Two doctors graphically re-enacted the alleged force-feeding of a detainee at Guantanamo Bay during a protest outside the US Embassy in London.
David Nicholl and Jenny Vaughan yesterday demonstrated what they claim to be the practice of "assisted feeding" performed on detainees on hunger strike at the US military base in Cuba.
The are among doctors from across the UK who have called for the Government to take action over the practices allegedly being used to keep alive Guantanamo detainees, including Omar Deghayes from Saltdean.
Campaigners, backed by The Argus, have called on the British Government to intervene in the case of Mr Deghayes to urge the US authorities to either bring him to trial on criminal charges or release him.
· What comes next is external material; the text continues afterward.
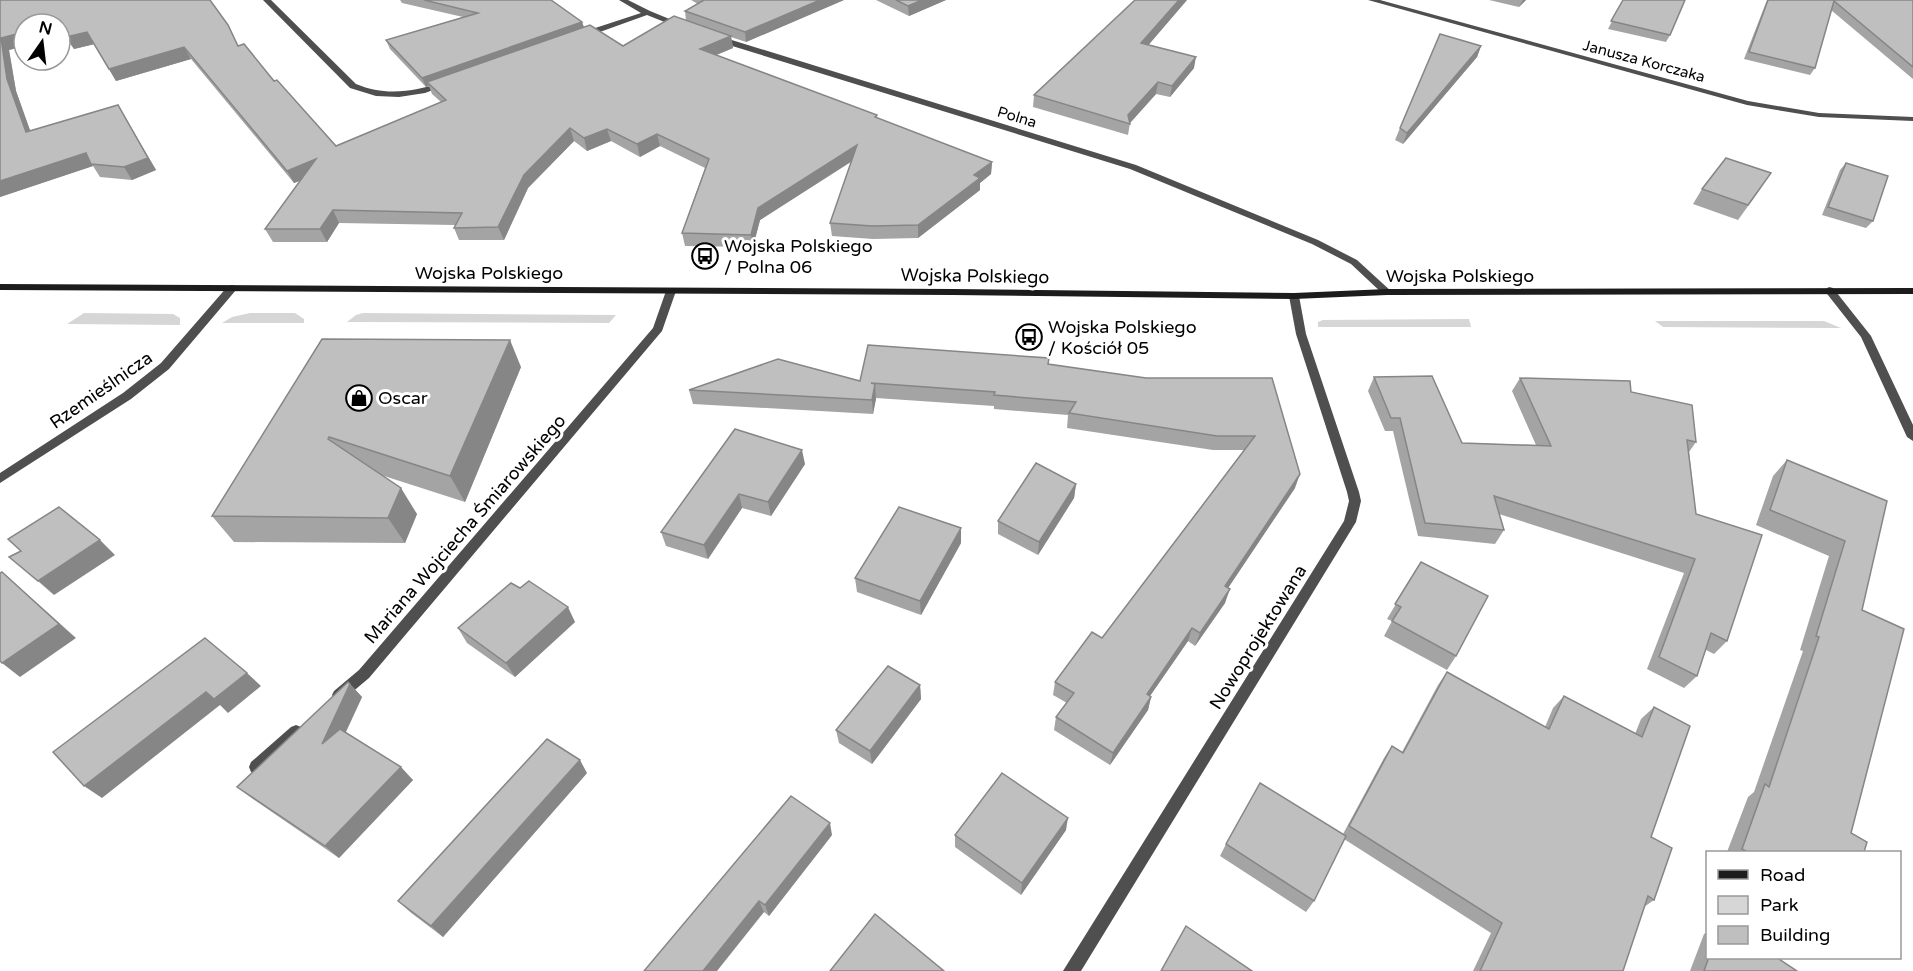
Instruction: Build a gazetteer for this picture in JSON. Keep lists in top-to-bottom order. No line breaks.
{"streets":{"main road":["Wojska Polskiego"],"street":["Janusza Korczaka","Polna","Rzemieślnicza","Mariana Wojciecha Śmiarowskiego","Nowoprojektowana"]},"crossings":[["Polna","Wojska Polskiego"],["Wojska Polskiego","Rzemieślnicza"],["Wojska Polskiego","Mariana Wojciecha Śmiarowskiego"],["Wojska Polskiego","Nowoprojektowana"]],"places":{"bus stop":["Wojska Polskiego / Polna 06","Wojska Polskiego / Kościół 05"],"shop":["Oscar"]},"legend":["Road","Park","Building"],"north":"top"}
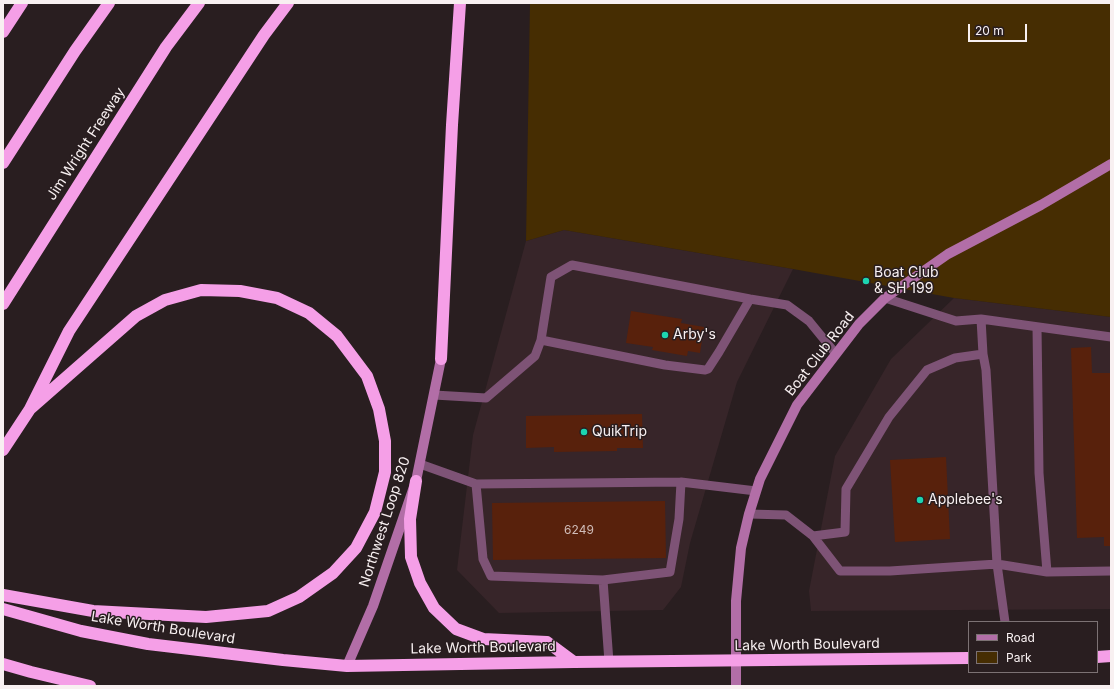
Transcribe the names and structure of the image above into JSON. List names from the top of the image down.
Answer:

Yesterday, Dr Nicholl was physically restrained while Dr Vaughan inserted a nasogastric tube into his stomach through his nose.
The doctors said they were making their protest because the fundamental right of detainees to refuse treatment was being ignored. They said it was a part of a doctor's responsibilities to respect the informed wish of a detainee on hunger strike not to be treated.
Dr Nicholl was physically restrained while Dr Vaughan inserted a nasogastric tube into his stomach through his nose.
Campaigning with pressure group Reprieve, the doctors said detainees were restrained by the legs, waist, chest, knees and head without an anaesthetic or sedation during the procedure.
The doctors said they believed the practice was also used as a form of torture as well as feeding.
Consultant neurologist Dr Nicholl said: "Recent media reports have failed to demonstrate the true awfulness of force-feeding.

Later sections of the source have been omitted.